Think it can't happen? By choosing a running mate, who is a heartbeat away from becoming POTUS, who had teamed up with Akin, this assures that the continued protest to overturn RvW is pushed further towards its goal,


The National Review has attempted to distract from Rep. Paul Ryan's (R-WI) and Rep. Todd Akin's (R-MO) support of the extreme "Sanctity of Human Life Act" -- legislation that equates abortion and contraception to murder -- by neglecting to mention its relevance to Akin's rape comments and falsely asserting potential bans on abortion aren't a concern.

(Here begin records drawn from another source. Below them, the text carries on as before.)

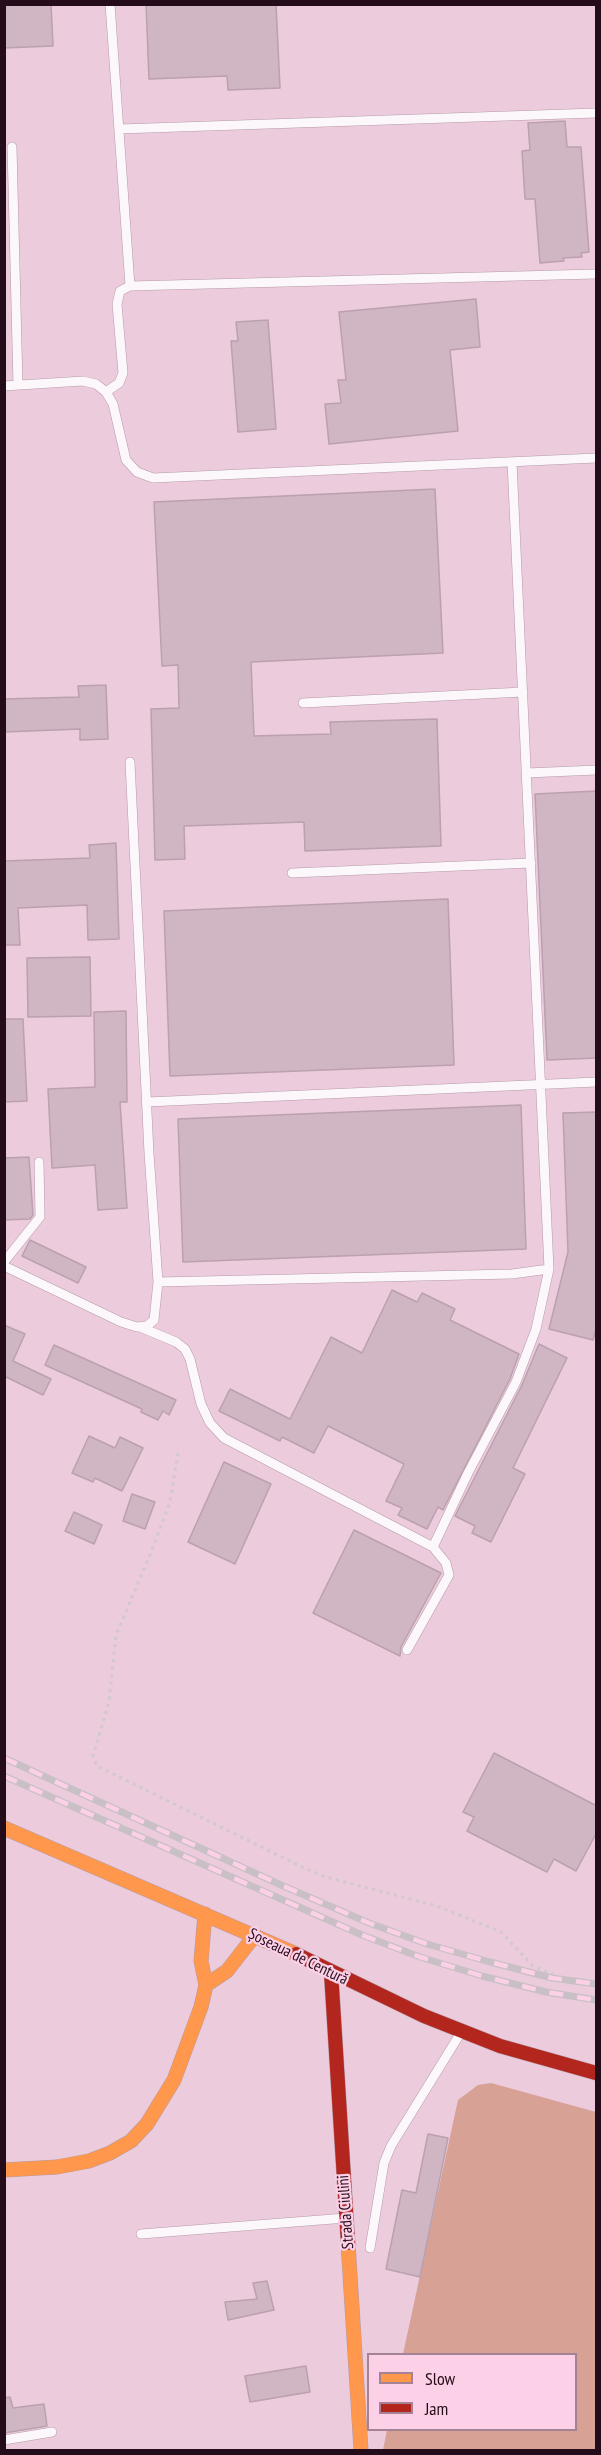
<!DOCTYPE html>
<meta charset="utf-8">
<style>
body{margin:0}
#map{position:relative;width:601px;height:2455px;overflow:hidden;background:#ebcbdc;font-family:"PT Sans Narrow",sans-serif}
canvas{display:block}
.frame{position:absolute;inset:0;border:6px solid #250c1a;pointer-events:none}
.legend{position:absolute;left:367px;top:2353px;width:210px;height:78px;box-sizing:border-box;background:#fcd0e7;border:2px solid #a68295;margin:0;padding:8px 10px;list-style:none;font-size:18px;color:#250c1a}
.legend li{display:flex;align-items:center;gap:12px;height:30px}
.legend b{width:30px;border:2px solid #a68295}
</style>
<div id="map">
<canvas width="601" height="2455"></canvas>
<div class="frame"></div>
<ul class="legend">
<li><b style="height:8px;background:#ff974d"></b>Slow</li>
<li><b style="height:8px;background:#b3261e"></b>Jam</li>
</ul>
</div>
<script>
const ctx = document.querySelector('canvas').getContext('2d');
ctx.lineJoin = 'round';
function fillPath(path, color) {
  ctx.fillStyle = color;
  ctx.fill(path, 'evenodd');
}
function toPath(rows) {
  const path = new Path2D();
  for (const r of rows) {
    path.moveTo(r[0], r[1]);
    for (let i = 2; i < r.length; i += 2) path.lineTo(r[i], r[i + 1]);
  }
  return path;
}
function trace(path, color, width, dash) {
  ctx.strokeStyle = color;
  ctx.lineWidth = width;
  ctx.lineCap = dash ? 'butt' : 'round';
  ctx.setLineDash(dash || []);
  ctx.stroke(path);
}
function drawText(font, color, halo, rows, align = 'center') {
  ctx.font = font + ' "PT Sans Narrow",sans-serif';
  ctx.lineWidth = 4.5;
  ctx.setLineDash([]);
  ctx.textBaseline = 'middle';
  ctx.strokeStyle = halo;
  ctx.fillStyle = color;
  for (const [text, x, y, turn = 0] of rows) {
    ctx.save();
    ctx.translate(x, y);
    ctx.rotate((+turn || 0) * Math.PI / 180);
    ctx.textAlign = isNaN(turn) ? turn : align;
    if (halo) ctx.strokeText(text, 0, 0);
    ctx.fillText(text, 0, 0);
    ctx.restore();
  }
}
const forest = toPath([
 [491,2083,596,2112,596,2450,383,2450,387,2430,576,2430,576,2354,403,2354,458,2100,478,2085]
]);
const building = toPath([
 [4,4,51,4,53,46,4,48,4,4],
 [146,4,276,4,280,88,228,90,227,76,149,79,146,4],
 [565,121,567,147,581,147,589,252,581,253,582,257,563,258,564,261,540,263,535,199,525,199,522,151,530,150,528,123,565,121],
 [476,299,480,347,450,350,458,431,329,444,325,404,341,403,338,380,346,380,339,312,476,299],
 [268,320,276,429,238,432,231,341,238,341,236,322,268,320],
 [435,489,443,653,251,662,254,736,331,734,330,722,437,719,441,846,305,851,304,822,184,826,185,859,155,860,151,709,179,708,178,665,162,666,154,502,435,489],
 [106,685,108,739,80,740,80,729,4,732,4,699,79,697,78,686,106,685],
 [597,791,597,1058,547,1060,535,794,597,791],
 [116,843,119,939,88,940,87,905,18,908,20,945,4,945,4,861,90,858,89,845,116,843],
 [448,899,454,1065,170,1076,164,911,448,899],
 [90,957,91,1016,28,1017,27,958,90,957],
 [126,1011,127,1102,120,1102,127,1208,98,1210,95,1165,52,1168,48,1089,95,1087,94,1012,126,1011],
 [4,1019,23,1019,27,1101,4,1102,4,1019],
 [521,1105,526,1249,183,1262,178,1119,521,1105],
 [597,1112,597,1326,593,1340,549,1329,568,1252,563,1113,597,1112],
 [29,1157,33,1215,30,1219,4,1220,4,1158,29,1157],
 [30,1240,86,1267,78,1283,22,1256,30,1240],
 [392,1290,417,1302,422,1293,455,1309,450,1320,519,1354,510,1379,443,1510,438,1507,427,1529,398,1515,402,1508,386,1501,404,1464,328,1426,314,1453,282,1437,280,1441,219,1411,230,1389,290,1419,331,1337,362,1353,392,1290],
 [4,1325,25,1334,13,1361,51,1379,43,1395,6,1377,4,1380,4,1325],
 [539,1344,567,1358,513,1468,525,1474,491,1542,472,1533,475,1526,455,1516,522,1385,539,1344],
 [54,1345,176,1400,169,1415,163,1411,158,1420,141,1412,142,1409,45,1365,54,1345],
 [89,1436,115,1448,120,1437,143,1448,122,1491,95,1478,93,1482,72,1473,89,1436],
 [224,1462,271,1484,235,1564,188,1542,224,1462],
 [132,1494,155,1502,145,1529,123,1521,132,1494],
 [74,1512,102,1525,94,1544,65,1531,74,1512],
 [354,1530,441,1573,401,1647,400,1656,313,1613,354,1530],
 [494,1753,597,1806,597,1832,576,1871,554,1859,547,1872,467,1831,474,1817,463,1812,494,1753],
 [428,2134,448,2138,420,2277,386,2269,402,2190,416,2193,428,2134],
 [267,2281,274,2310,228,2320,225,2302,257,2299,253,2283,267,2281],
 [306,2366,310,2392,250,2402,245,2376,306,2366],
 [10,2397,13,2408,44,2404,47,2426,4,2433,4,2398,10,2397]
]);
const path = toPath([
 [178,1453,170,1502,152,1550,116,1635,109,1702,93,1756,97,1766,302,1867,326,1877,437,1906,501,1932,533,1966,553,1974]
]);
const lane = toPath([
 [110,4,130,286],
 [119,129,596,113],
 [12,147,18,385],
 [4,386,83,381,96,384,106,392,113,404,126,460,137,472,153,478,596,458],
 [106,392,119,383,123,373,117,304,120,291,130,286,596,274],
 [303,703,523,692],
 [527,773,596,770],
 [292,873,531,863],
 [147,1102,596,1082],
 [4,1262,40,1217,39,1162],
 [4,1266,121,1322,137,1327,147,1326,154,1320,158,1282,149,1153,130,762],
 [158,1282,512,1274,549,1269],
 [140,1327,176,1342,185,1349,190,1359,201,1404,210,1423,224,1438,433,1547,446,1563,449,1575,407,1650],
 [433,1547,468,1473,516,1382,536,1329,549,1269,512,462],
 [141,2234,346,2218],
 [370,2248,384,2163,391,2146,460,2034],
 [4,2440,52,2432]
]);
const slow = toPath([
 [4,1828,296,1954],
 [206,1985,227,1971,255,1935],
 [4,2170,57,2167,89,2161,110,2153,131,2141,147,2124,174,2080,201,2007,206,1985,201,1961,205,1914],
 [348,2243,361,2450]
]);
const jam = toPath([
 [296,1954,424,2016,500,2046,596,2073],
 [331,1972,348,2243]
]);
const rail = toPath([
 [4,1758,281,1885,369,1923,427,1944,490,1962,552,1978,596,1984],
 [4,1776,362,1935,420,1957,482,1976,546,1992,596,2000]
]);
const streetNames = [
 ["Șoseaua de Centură",298,1957,26],
 ["Strada Ciulini",346,2212,-94]
];
fillPath(forest, '#d8a196');
fillPath(building, '#d0b5c3');
trace(building, '#bba0af', 1.5);
trace(lane, '#b59aa8', 10);
trace(slow, '#b59aa8', 15);
trace(jam, '#b59aa8', 15);
trace(path, '#d2c8cd', 3, [3, 4.5]);
trace(lane, '#fcf7fa', 9);
trace(slow, '#ff974d', 14);
trace(jam, '#b3261e', 14);
trace(rail, '#c9c0c5', 7);
trace(rail, '#fcd0e7', 4.5, [14]);
drawText('16px', '#250c1a', '#fcd0e7', streetNames);
</script>
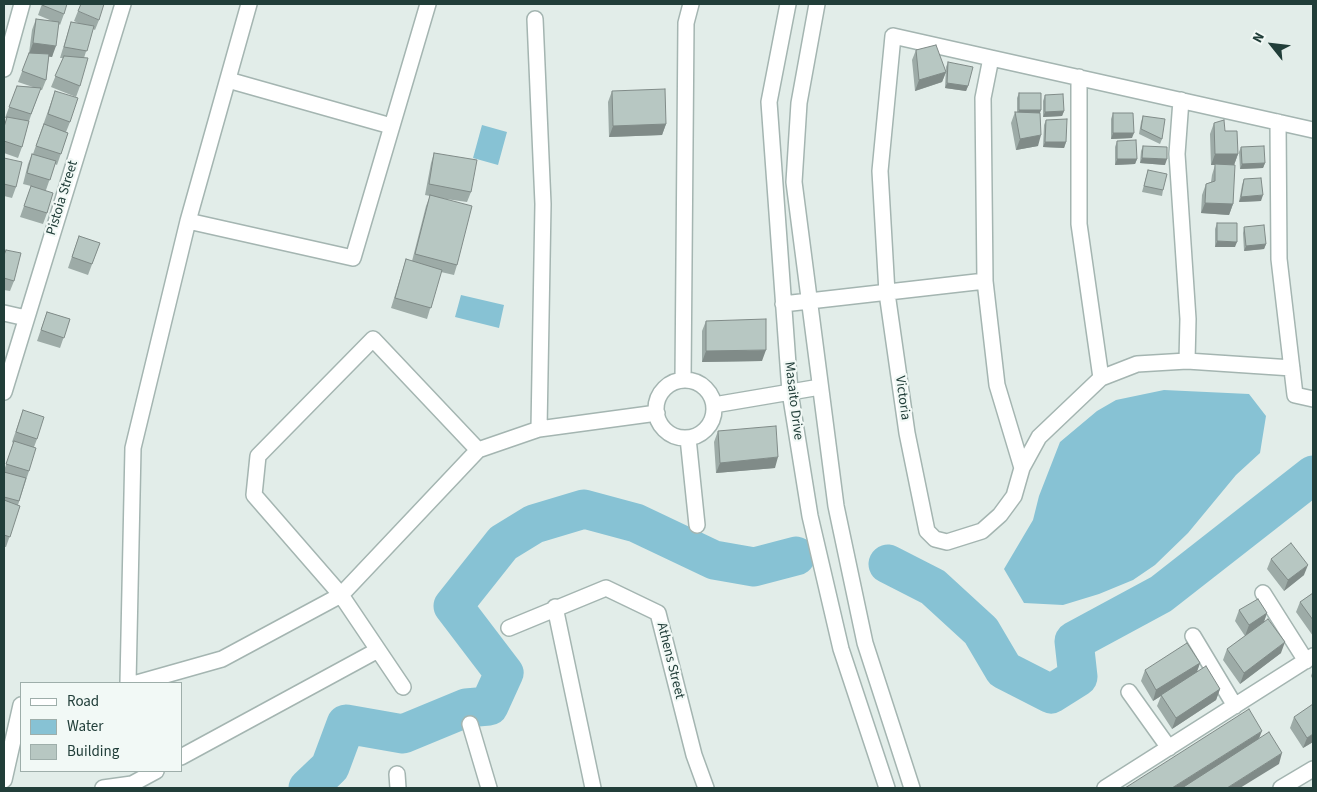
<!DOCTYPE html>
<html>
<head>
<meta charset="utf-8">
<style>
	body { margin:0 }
	#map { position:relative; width:1317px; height:792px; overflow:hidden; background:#e2ede9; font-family:"Source Sans 3",sans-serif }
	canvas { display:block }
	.frame { position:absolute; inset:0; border:5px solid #213e39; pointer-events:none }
	.legend { position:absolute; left:20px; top:682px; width:162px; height:90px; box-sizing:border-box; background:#f2f9f6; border:1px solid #9eaeaa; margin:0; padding:6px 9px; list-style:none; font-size:15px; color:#213e39 }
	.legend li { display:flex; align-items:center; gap:10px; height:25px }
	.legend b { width:25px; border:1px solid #9eaeaa }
	.north { position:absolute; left:1247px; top:20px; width:50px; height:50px; -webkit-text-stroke:4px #f2f9f6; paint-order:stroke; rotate:299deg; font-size:14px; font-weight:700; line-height:20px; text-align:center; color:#213e39 }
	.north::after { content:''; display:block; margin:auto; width:18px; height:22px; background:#213e39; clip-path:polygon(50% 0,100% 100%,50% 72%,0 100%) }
</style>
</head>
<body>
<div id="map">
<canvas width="1317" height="792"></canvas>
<div class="frame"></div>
<ul class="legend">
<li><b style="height:6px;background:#fff"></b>Road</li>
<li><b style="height:14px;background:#87c2d4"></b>Water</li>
<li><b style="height:14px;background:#b7c7c2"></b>Building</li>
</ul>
<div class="north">N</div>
</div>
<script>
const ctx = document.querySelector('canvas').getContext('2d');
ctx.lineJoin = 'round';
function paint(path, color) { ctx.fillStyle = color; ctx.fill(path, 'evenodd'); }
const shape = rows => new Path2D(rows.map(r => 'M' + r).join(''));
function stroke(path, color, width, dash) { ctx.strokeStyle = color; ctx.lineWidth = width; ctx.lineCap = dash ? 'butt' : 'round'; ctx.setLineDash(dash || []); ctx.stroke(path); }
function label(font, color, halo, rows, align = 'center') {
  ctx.font = font + ' "Source Sans 3",sans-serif'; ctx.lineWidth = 4.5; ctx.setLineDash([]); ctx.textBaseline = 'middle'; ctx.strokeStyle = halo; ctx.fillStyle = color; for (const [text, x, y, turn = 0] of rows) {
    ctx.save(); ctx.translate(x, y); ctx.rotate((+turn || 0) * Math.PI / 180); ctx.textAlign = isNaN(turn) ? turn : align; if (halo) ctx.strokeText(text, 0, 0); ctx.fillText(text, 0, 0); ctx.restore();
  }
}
const water = shape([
	[482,125,507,132,498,165,473,158],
	[461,295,504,305,499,328,455,317],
	[1164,390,1249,394,1266,416,1260,453,1236,475,1188,533,1155,565,1133,580,1099,594,1063,605,1024,603,1004,569,1033,520,1039,496,1060,442,1097,411,1116,400]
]);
const river = shape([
	[888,564,933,587,981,631,1004,670,1051,694,1078,677,1074,641,1161,594,1313,475],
	[308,788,330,767,346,724,403,734,466,708,489,706,504,673,453,606,503,543,534,524,584,509,636,523,714,560,754,567,796,556]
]);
const minor = shape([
	[788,4,769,102,790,392,810,516,841,649,887,788],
	[817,4,799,103,794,182,836,506,865,643,912,788],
	[535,19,543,204,539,429],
	[4,69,22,4],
	[228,80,391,126],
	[1278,122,1279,259,1295,395,1313,399],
	[188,221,353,258,428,4],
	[985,281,997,385,1022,468,1014,496,1000,515,982,531,947,542,935,539,927,531,907,433,887,293,880,171,893,36,991,58],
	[783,304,985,281,983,98,991,58,1313,130],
	[4,313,26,318],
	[1187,361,1292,368],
	[1101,378,1137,364,1187,361,1188,319,1177,154,1181,100],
	[683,380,686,23,691,4],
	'656 409a29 29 0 1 1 58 0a29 29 0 1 1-58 0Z',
	[4,392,123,4],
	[714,405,820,387],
	[688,438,697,525],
	[1022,468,1039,437,1101,378,1079,224,1079,77],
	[1263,593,1306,661],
	[555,607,593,788],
	[509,628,606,588,658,613,694,755,706,788],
	[1193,636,1235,706],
	[128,683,133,448,188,221,249,4],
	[137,683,222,659,341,595,478,450,539,429,657,413],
	[403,687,341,595,254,495,258,456,373,339,478,450],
	[1129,692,1169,748],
	[470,724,489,788],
	[181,757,378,650],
	[397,774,398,788],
	[4,780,21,705],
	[103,788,132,784,156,771],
	[1105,788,1313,656],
	[1281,788,1313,769]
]);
const wall = shape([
	[42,4,64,14,60,25,59,24,52,57,49,56,46,80,42,90,40,90,29,121,22,147,18,158,4,153,4,127,7,118,5,118,17,86,33,87,18,82,29,53,32,30,36,19,52,21,38,15],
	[78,11,99,20,95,30,93,29,84,58,80,86,76,97,51,87,63,58,60,58,71,22,78,23,74,21],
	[916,50,946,72,942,82,915,91,912,60],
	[948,62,968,86,966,91,945,88,946,67],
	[55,91,70,122,66,132,68,133,57,165,55,164,46,190,47,213,43,224,20,217,31,186,23,184,28,164,32,154,33,154],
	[612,91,666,124,662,135,609,137,608,102],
	[1019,93,1039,113,1038,146,1016,150,1011,123,1015,112,1017,113,1017,98],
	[1045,95,1064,111,1062,116,1043,117,1043,101],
	[1113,113,1132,138,1111,139,1111,119],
	[1143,116,1162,139,1160,144,1139,134,1141,122],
	[1046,120,1066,142,1064,148,1043,147,1044,125],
	[1214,123,1225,131,1238,154,1234,165,1233,204,1229,215,1201,213,1202,195,1206,184,1211,182,1212,175,1215,165,1211,165,1210,134],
	[1117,141,1137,159,1135,164,1115,165,1115,147],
	[1143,146,1165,165,1140,163,1141,151],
	[1241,147,1265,163,1263,168,1240,169,1239,152],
	[434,153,471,192,467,202,439,198,457,265,454,275,441,272,427,319,391,308,406,259,412,261,426,206,430,196,425,195,431,163],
	[4,158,16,187,12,198,4,196],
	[1148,170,1163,190,1162,196,1142,192],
	[1244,179,1261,201,1239,202,1242,185],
	[1217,223,1235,247,1215,247,1215,229],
	[1244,227,1266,244,1264,249,1244,251,1243,233],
	[79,236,100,243,88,275,68,268],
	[4,255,14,281,10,291,4,290],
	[47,312,70,319,60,348,37,341],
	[706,321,762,361,702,362,702,331],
	[23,410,37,439,34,447,29,471,18,505,20,506,6,547,4,547,4,471,13,443,12,442],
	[718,431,775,468,716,473,714,442],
	[1271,559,1304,575,1284,591,1267,569],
	[1313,593,1313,636,1296,612,1300,602],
	[1239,610,1267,613,1264,622,1281,653,1240,684,1223,660,1227,649,1245,636,1235,621],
	[1200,663,1197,672,1220,689,1216,700,1172,729,1157,706,1161,696,1153,701,1141,681,1145,670],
	[1313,670,1313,680,1311,676],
	[1294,717,1313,742,1303,748,1290,728]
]);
const shadedWall = shape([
	[33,43,56,46,52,57,29,54],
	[946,72,942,82,915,91,919,80],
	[947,83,968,86,966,91,945,88],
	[1019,110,1041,110,1039,116,1017,115],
	[1064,111,1062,116,1043,117,1045,112],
	[666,124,662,135,609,137,613,126],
	[1113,133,1134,133,1132,138,1111,139],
	[1041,135,1038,146,1016,150,1020,139],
	[1045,142,1066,142,1064,148,1043,147],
	[1215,154,1238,154,1234,165,1211,165],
	[1142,158,1167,159,1165,165,1140,163],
	[1117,159,1137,159,1135,164,1115,165],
	[1265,163,1263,168,1240,169,1242,164],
	[1263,195,1261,201,1239,202,1241,197],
	[1205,203,1233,204,1229,215,1201,213],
	[1217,241,1237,242,1235,247,1215,247],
	[1266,244,1264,249,1244,251,1246,246],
	[766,350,762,361,702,362,706,351],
	[778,457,775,468,716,473,720,463],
	[1308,565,1304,575,1284,591,1288,580],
	[1267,613,1263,624,1245,636,1249,625],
	[1285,642,1281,653,1240,684,1244,673],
	[1200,663,1196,674,1153,701,1156,690],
	[1220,689,1216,700,1172,729,1176,718],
	[1262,731,1258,741,1185,788,1172,788],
	[1313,734,1313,742,1303,748,1307,738],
	[1282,753,1279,764,1240,788,1227,788]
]);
const building = shape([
	[42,4,67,4,64,14,42,5,42,4],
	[81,4,104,4,99,20,78,11,81,4],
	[36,19,59,22,56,46,33,43,36,19],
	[71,22,94,26,87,51,64,47,71,22],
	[936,45,946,72,919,80,916,50,936,45],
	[29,53,49,54,46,80,22,71,29,53],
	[64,56,88,58,80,86,55,76,64,56],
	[948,62,973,67,968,86,947,83,948,62],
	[17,86,41,88,31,114,9,107,17,86],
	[665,89,666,124,613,126,612,91,665,89],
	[55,91,78,98,70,122,48,114,55,91],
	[1019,93,1041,93,1041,110,1019,110,1019,93],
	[1063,94,1064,111,1045,112,1045,95,1063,94],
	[1015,112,1040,113,1041,135,1020,139,1015,112],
	[1113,113,1133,113,1134,133,1113,133,1113,113],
	[1143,116,1165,119,1162,139,1141,129,1143,116],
	[7,117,29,121,22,147,4,141,4,127,7,117],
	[1067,119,1066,142,1045,142,1046,120,1067,119],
	[1224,120,1225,131,1237,131,1238,154,1215,154,1214,123,1224,120],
	[44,124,68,133,61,154,36,146,44,124],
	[1136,140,1137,159,1117,159,1117,141,1136,140],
	[1143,146,1167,147,1167,159,1142,158,1143,146],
	[1264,146,1265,163,1242,164,1241,147,1264,146],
	[434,153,477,160,471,192,429,184,434,153],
	[32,154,56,161,50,180,27,173,32,154],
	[4,158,22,162,16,187,4,184,4,158],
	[1215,164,1235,165,1233,204,1205,203,1206,184,1215,181,1215,164],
	[1148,170,1167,174,1163,190,1144,186,1148,170],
	[1261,178,1263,195,1241,197,1244,179,1261,178],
	[31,186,53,193,47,213,24,206,31,186],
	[430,195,472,206,457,265,415,254,430,195],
	[1217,223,1237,223,1237,242,1217,241,1217,223],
	[1264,225,1266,244,1246,246,1244,227,1264,225],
	[79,236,100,243,92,264,72,257,79,236],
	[6,250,21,253,14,281,4,278,4,255,6,250],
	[406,259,442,270,431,308,395,298,406,259],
	[47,312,70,319,64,338,41,330,47,312],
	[766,319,766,350,706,351,706,321,766,319],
	[23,410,44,417,37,439,16,432,23,410],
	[776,426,778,457,720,463,718,431,776,426],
	[14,441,36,448,29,471,6,464,14,441],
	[4,472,26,478,19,501,4,497,4,472],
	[4,500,20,506,10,537,4,535,4,500],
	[1291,543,1308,565,1288,580,1271,559,1291,543],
	[1313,593,1313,620,1300,602,1313,593],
	[1258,599,1267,613,1249,625,1239,610,1258,599],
	[1268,619,1285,642,1244,673,1227,649,1268,619],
	[1187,643,1200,663,1156,690,1145,670,1187,643],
	[1206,666,1220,689,1176,718,1161,695,1206,666],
	[1313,704,1313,734,1307,738,1294,717,1313,704],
	[1249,709,1262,731,1172,788,1125,788,1249,709],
	[1269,732,1282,753,1227,788,1182,788,1269,732]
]);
const streetNames = [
	["Pistoia Street",63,198,-73],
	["Victoria",902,398,82],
	["Masaito Drive",793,401,83],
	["Athens Street",670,661,76]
];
paint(water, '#87c2d4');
stroke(river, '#87c2d4', 39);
stroke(minor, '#a4b5b1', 18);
stroke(minor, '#fff', 15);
paint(wall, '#9daba7');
paint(shadedWall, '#808b88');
paint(building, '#b7c7c2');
stroke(building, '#808b88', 1);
label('14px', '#213e39', '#f2f9f6', streetNames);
</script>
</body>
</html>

But it is the act's radical redefinition of a fertilized egg as a person that Akin was defending with his imaginary claim that "legitimate rape" does not lead to pregnancy, and the fact that voters in conservative states have rejected similar "personhood" laws merely demonstrates how far outside the mainstream Ryan and Akin are.

source


This is a bill that would give a fertilized egg "all the legal and constitutional attributes and privileges of personhood." There are (a) no exceptions for eggs fertilized by rapists or by your own father, and (b) Ryan is a cosponsor. Logic chopping aside, this means that Ryan has cosponsored a bill that has the plain intent of "effecting" a policy that allows states to ban abortion with no exceptions for rape or incest.